This is the C code for determinant of matrix, But it gives compilation errors.
Code is:
#include<stdio.h>
#include<math.h>
int m;
float determinant(float b[][]);
int main(void)
{
int i,j,m;
printf("enter a no: ");
scanf("%d",&m);
//printf("%d",m);
float arr[m][m];
for(i=0;i<m;i++)
{
for(j=0;j<m;j++)
{
scanf("%f",&arr[i][j]);
//printf("%f",arr[i][j]);
}
}
for(i=0;i<m;i++)
{
for(j=0;j<m;j++)
{
printf("%f ",arr[i][j]);
}
printf("\n");
}
float det = determinant(arr);
printf("Determinant= %f ", det);
}
float determinant(float b[][])
{
int i,j;
int p;
float sum = 0;
float c[m][m];
for(i=0;i<m;i++)
{
for(j=0;j<m;j++)
{
printf("%f ",b[i][j]);
}
printf("\n");
}
if(m==2)
{
printf("Determinant for m=2");
sum = b[0][0]*b[1][1] - b[0][1]*b[1][0];
return sum;
}
for(p=0;p<m;p++)
{
int h = 0,k = 0;
for(i=1;i<m;i++)
{
for( j=0;j<m;j++)
{
if(j==p)
continue;
c[h][k] = b[i][j];
k++;
if(k == m-1)
{
h++;
k = 0;
}
}
}
m=m-1;
sum = sum + b[0][p]*pow(-1,p) * determinant(c);
}
return sum;
}
And the Compilation Errors are:
det.c:5:25: error: array type has incomplete element type
det.c: In function ‘main’:
det.c:36:2: error: type of formal parameter 1 is incomplete
det.c: At top level:
det.c:45:25: error: array type has incomplete element type
det.c: In function ‘determinant’:
det.c:91:3: error: type of formal parameter 1 is incomplete
det.c:99: confused by earlier errors, bailing out
Preprocessed source stored into /tmp/cc1Kp9KD.out file, please attach this to your bug report.

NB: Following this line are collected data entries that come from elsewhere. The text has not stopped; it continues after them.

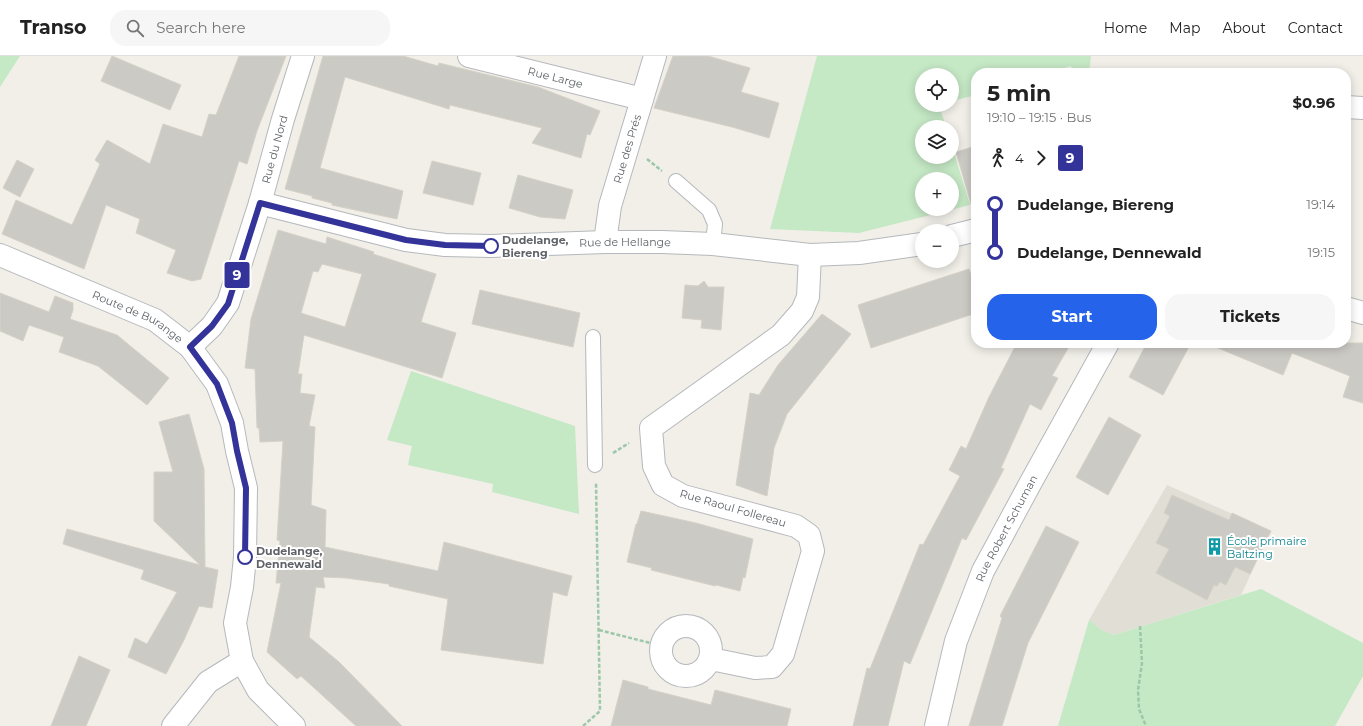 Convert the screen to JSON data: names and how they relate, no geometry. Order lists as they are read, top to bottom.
{
  "streets": {
    "street": [
      "Rue Large",
      "Rue des Prés",
      "Rue du Nord",
      "Rue de Hellange",
      "Route de Burange",
      "Rue Raoul Follereau",
      "Rue Robert Schuman"
    ]
  },
  "crossings": [
    ["Rue Large", "Rue des Prés"],
    ["Rue des Prés", "Rue de Hellange"],
    ["Rue du Nord", "Rue de Hellange"],
    ["Rue du Nord", "Route de Burange"]
  ],
  "places": {
    "other": ["Dudelange, Biereng", "Dudelange, Dennewald"],
    "building": ["École primaire Baltzing"]
  },
  "lines": ["bus line 9"],
  "page": {
    "header": "Transo",
    "search": "Search here",
    "nav": [
      "Home",
      "Map",
      "About",
      "Contact"
    ],
    "on_map": "9",
    "map_buttons": ["+", "−"],
    "heading": ["5 min", "19:10 – 19:15 · Bus", "$0.96"],
    "legs": ["4", "9"],
    "list": [
      {
        "name": "Dudelange, Biereng",
        "value": "19:14"
      },
      {
        "name": "Dudelange, Dennewald",
        "value": "19:15"
      }
    ],
    "buttons": ["Start", "Tickets"]
  }
} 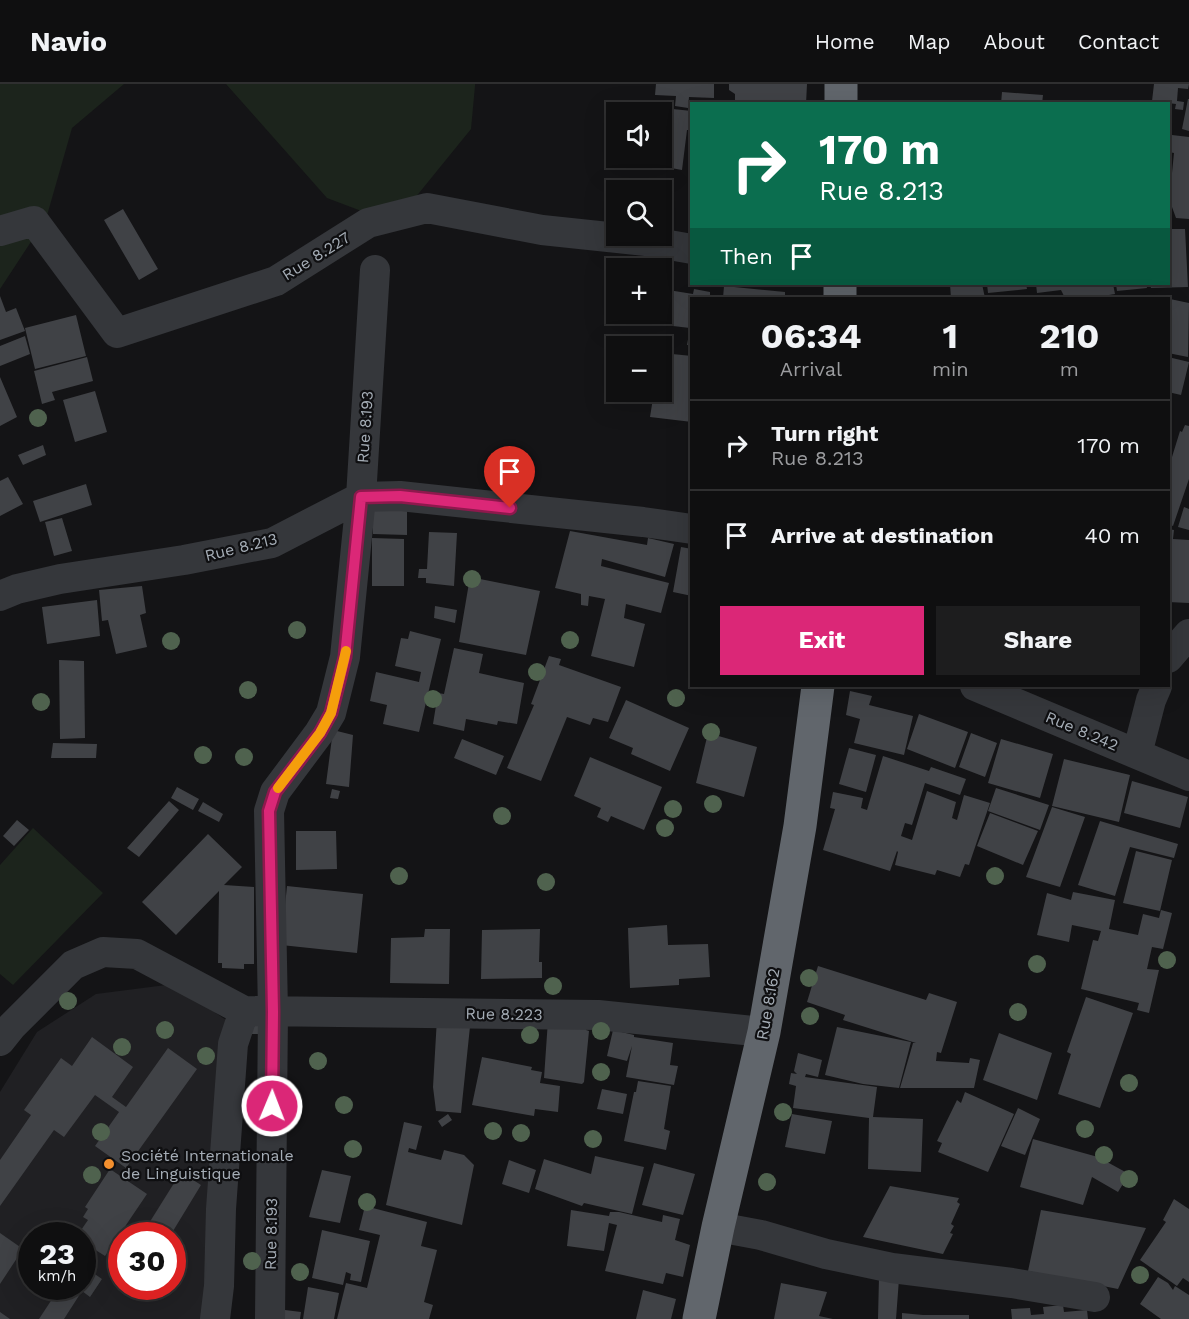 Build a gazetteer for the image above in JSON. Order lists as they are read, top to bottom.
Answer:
{
  "streets": {
    "highway": ["Rue 8.162"],
    "street": [
      "Rue 8.227",
      "Rue 8.193",
      "Rue 8.213",
      "Rue 8.242",
      "Rue 8.223"
    ]
  },
  "crossings": [
    ["Rue 8.193", "Rue 8.213"],
    ["Rue 8.193", "Rue 8.223"],
    ["Rue 8.162", "Rue 8.223"]
  ],
  "places": ["Société Internationale de Linguistique"],
  "page": {
    "header": "Navio",
    "nav": [
      "Home",
      "Map",
      "About",
      "Contact"
    ],
    "map_buttons": ["+", "−"],
    "turn": ["170 m", "Rue 8.213"],
    "then": "Then",
    "eta": [
      "06:34",
      "Arrival",
      "1",
      "min",
      "210",
      "m"
    ],
    "list": [
      {
        "name": "Turn right",
        "note": "Rue 8.213",
        "value": "170 m"
      },
      {
        "name": "Arrive at destination",
        "value": "40 m"
      }
    ],
    "buttons": ["Exit", "Share"],
    "speed": "23 km/h",
    "limit": "30"
  }
} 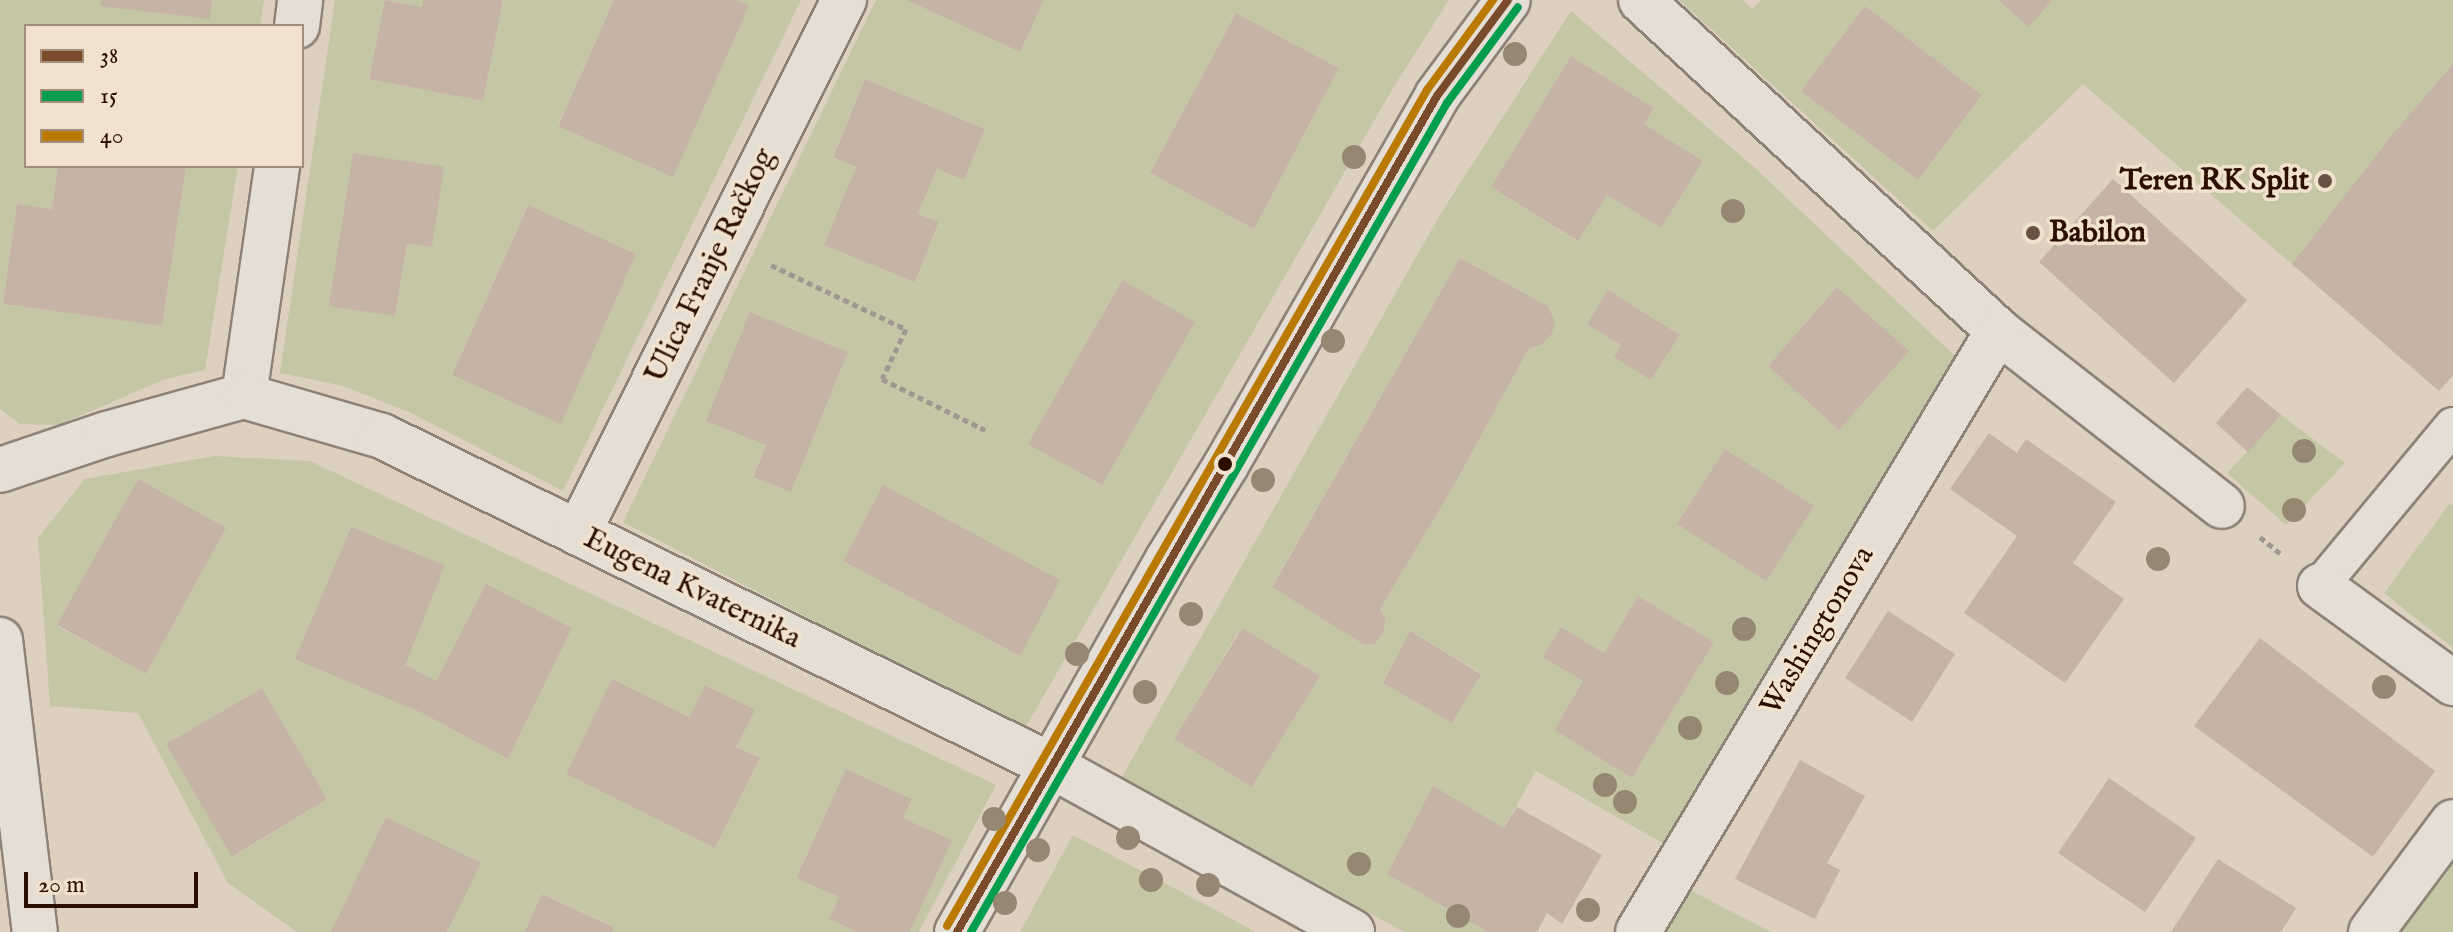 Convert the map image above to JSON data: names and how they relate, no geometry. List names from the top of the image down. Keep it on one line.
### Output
{"streets":{"street":["Ulica Franje Račkog","Eugena Kvaternika","Washingtonova"]},"crossings":[["Ulica Franje Račkog","Eugena Kvaternika"]],"places":["Teren RK Split","Babilon"],"lines":["transit line 38","transit line 40","transit line 15"],"legend":["38","15","40"],"scale_bar":"20 m"} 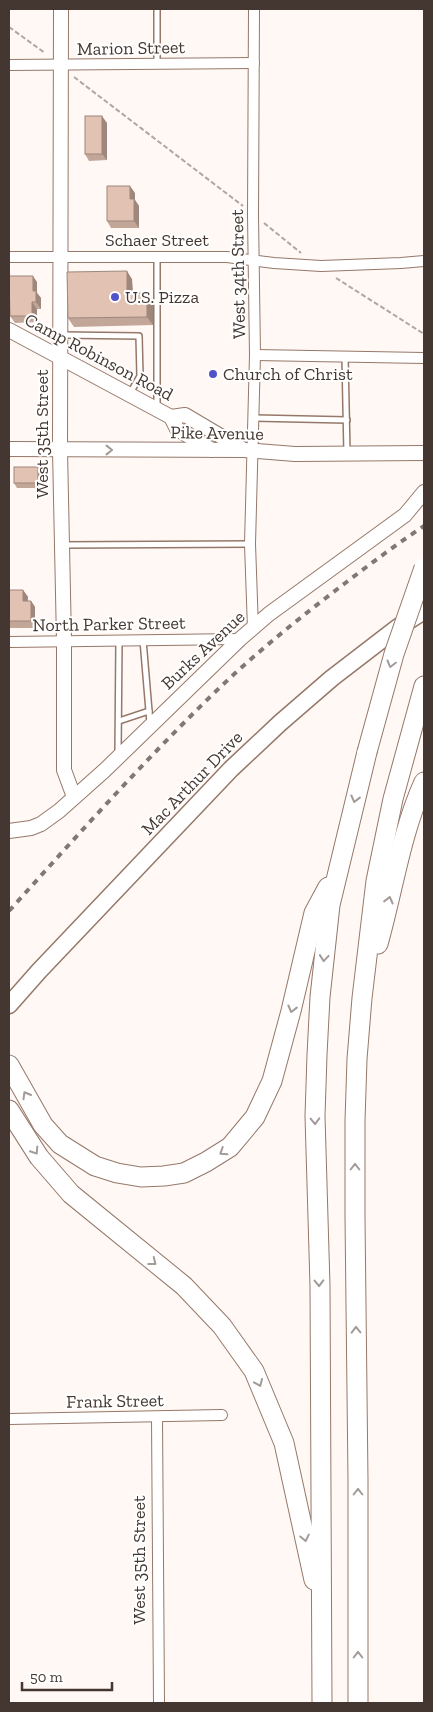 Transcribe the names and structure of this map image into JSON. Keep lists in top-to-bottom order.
{
  "streets": {
    "main road": [
      "Camp Robinson Road",
      "Pike Avenue",
      "West 35th Street",
      "Burks Avenue",
      "Mac Arthur Drive"
    ],
    "street": [
      "Marion Street",
      "Schaer Street",
      "West 34th Street",
      "North Parker Street",
      "Frank Street"
    ]
  },
  "crossings": [
    ["Marion Street", "West 34th Street"],
    ["Marion Street", "West 35th Street"],
    ["Schaer Street", "West 34th Street"],
    ["Schaer Street", "West 35th Street"],
    ["West 34th Street", "Camp Robinson Road"],
    ["West 34th Street", "Pike Avenue"],
    ["West 34th Street", "Burks Avenue"],
    ["Camp Robinson Road", "Pike Avenue"],
    ["Camp Robinson Road", "West 35th Street"],
    ["Pike Avenue", "West 35th Street"],
    ["West 35th Street", "North Parker Street"],
    ["West 35th Street", "Burks Avenue"],
    ["West 35th Street", "Frank Street"],
    ["North Parker Street", "Burks Avenue"]
  ],
  "one_way": ["Pike Avenue"],
  "places": ["U.S. Pizza", "Church of Christ"],
  "scale_bar": "50 m"
} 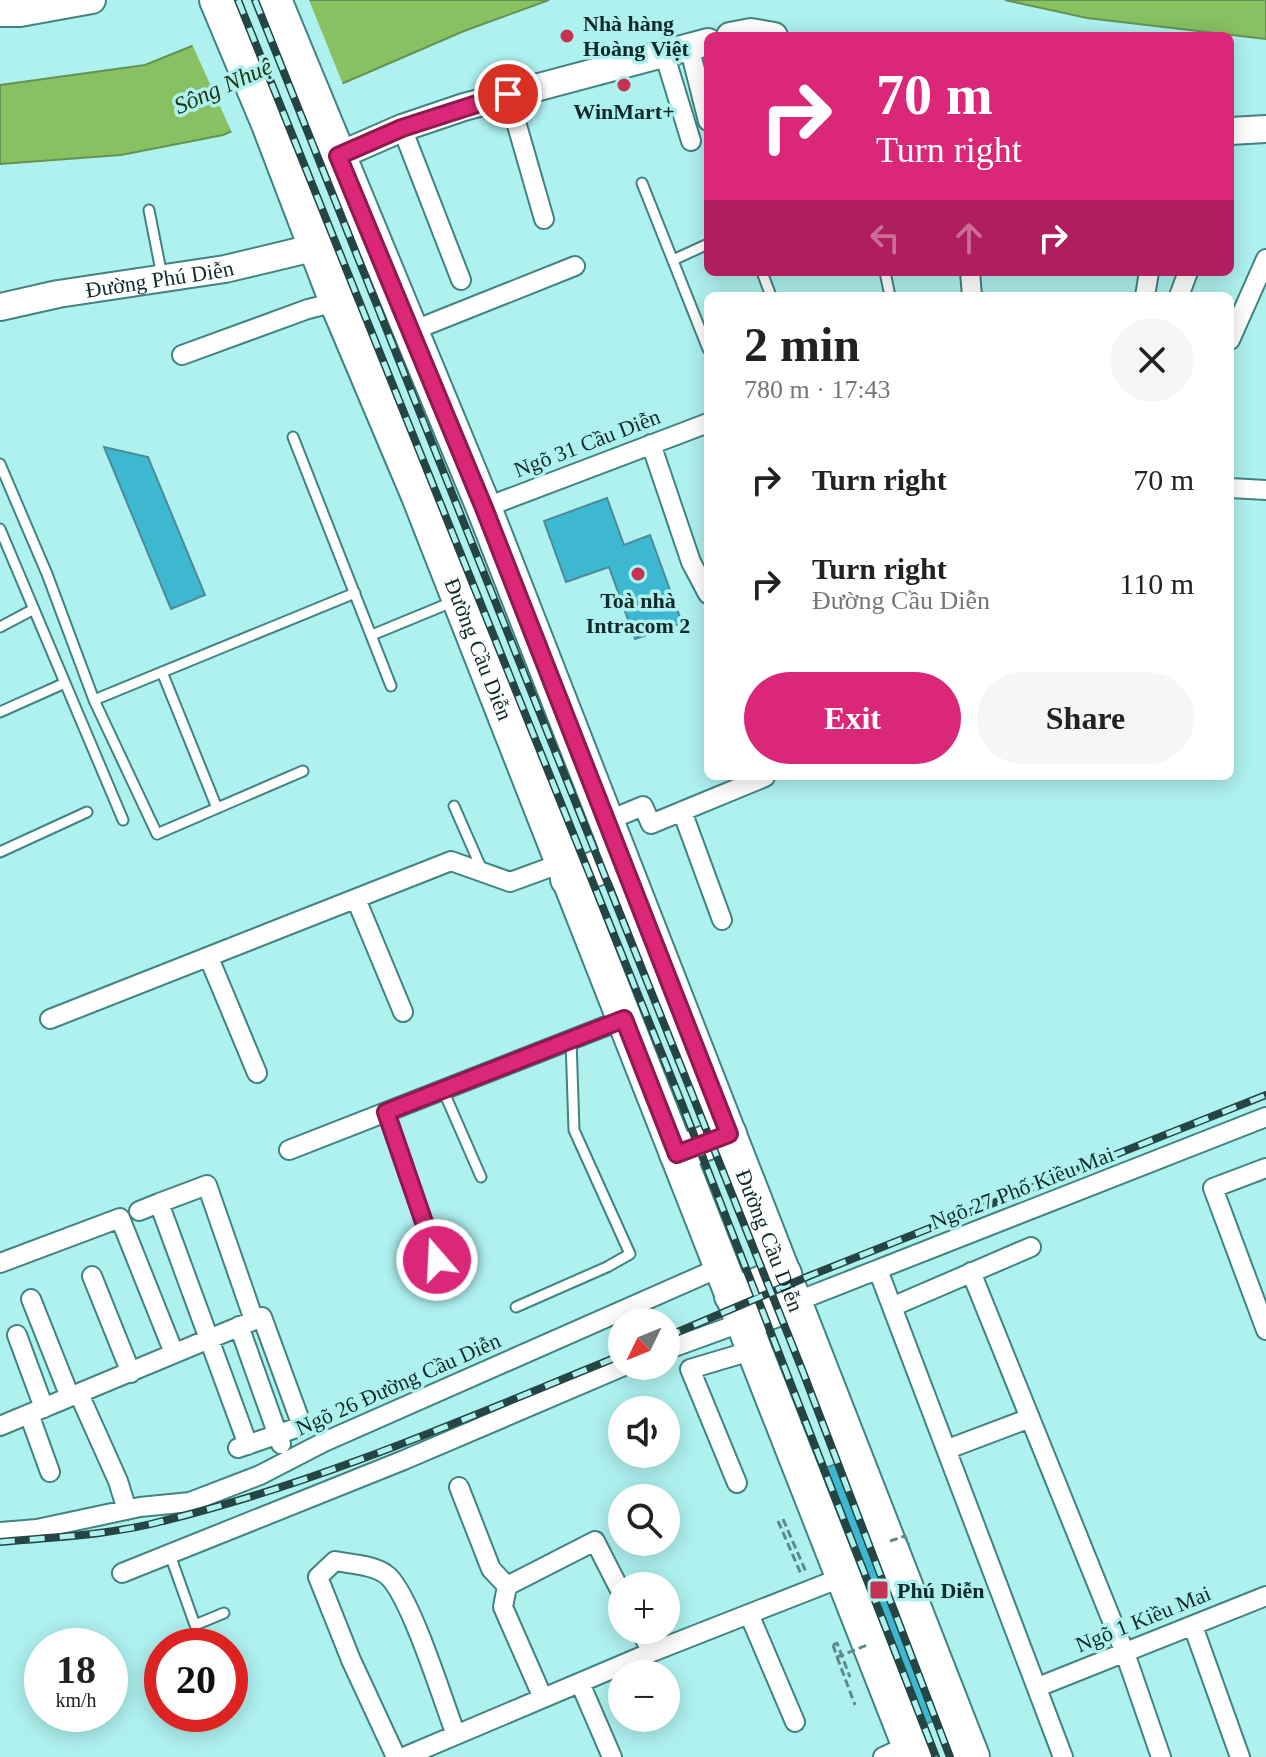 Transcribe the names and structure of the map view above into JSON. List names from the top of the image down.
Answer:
{
  "streets": {
    "highway": ["Đường Cầu Diễn"],
    "street": [
      "Đường Phú Diễn",
      "Ngõ 31 Cầu Diễn",
      "Ngõ 27 Phố Kiều Mai",
      "Ngõ 26 Đường Cầu Diễn",
      "Ngõ 1 Kiều Mai"
    ]
  },
  "crossings": [
    ["Đường Phú Diễn", "Đường Cầu Diễn"],
    ["Ngõ 31 Cầu Diễn", "Đường Cầu Diễn"],
    ["Đường Cầu Diễn", "Ngõ 27 Phố Kiều Mai"],
    ["Đường Cầu Diễn", "Ngõ 26 Đường Cầu Diễn"]
  ],
  "water": ["Sông Nhuệ"],
  "places": {
    "other": ["Nhà hàng Hoàng Việt", "WinMart+", "Toà nhà Intracom 2"],
    "transit": ["Phú Diễn"]
  },
  "north": "bottom left",
  "page": {
    "turn": ["70 m", "Turn right"],
    "heading": ["2 min", "780 m · 17:43"],
    "list": [
      {
        "name": "Turn right",
        "value": "70 m"
      },
      {
        "name": "Turn right",
        "note": "Đường Cầu Diễn",
        "value": "110 m"
      }
    ],
    "buttons": ["Exit", "Share"],
    "map_buttons": ["+", "−"],
    "speed": "18 km/h",
    "limit": "20"
  }
}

I think the error is in the passing of 2-D Array. when I passing it as a pointer then it gives warnings but no errors but it does not give the right result as in always gives determinant as Zero. So I guess the array is not being passed only and when I print it in the function determinant it doesn't print also.
Please help as I am stuck because of this in my project.
in your code,
scanf("%d",&m);
//printf("%d",m);
float arr[m][m];
here arr is a 2D array with static memory allocation so you can not read m at run time and declare arr like this.
so if you are want to define the array dynamically then use dynamic memory allocation methods like malloc() in C.
When you declare the prototype of a function as
int foo(int arr[], int n);
then compiler interprets it as
int foo(int (*arr), int n); // and that's why you can omit the first dimension!
i.e, your function is expecting first argument is of type int *. Similarly, when the parameter is a multidimensional array as
int foo(int arr[][col], int n); // Only first dimension can be omitted. You need to specify the second dimension.
then the compiler interprets it as
int foo(int (*arr)[col], int n);
i.e, your function is expecting first argument is of type int (*)[col] (a pointer to int array).
Since when passed to a function (in most cases) array names decay to pointer to its first element, in your case arr will be decayed to pointer to its first element, i.e, first row. Hence its type will become float (*)[m]. Its is compatible to your function parameter if you will declare it as
float determinant(int m, float b[][m]);
and the call should be like
float det = determinant(m, arr);
You can declare array dynamically like this in C99 (variable length arrays, pointed out by haccks), but not in the earlier version:
float arr[m][m];
So, if it troubles you then instead declare a pointer and malloc memory for it:
float* arr = malloc(sizeof(float)*m*m);
Also, the definition won't work (in either case):
float determinant(float b[][]);
you need to define the columns in the array that you pass to the function.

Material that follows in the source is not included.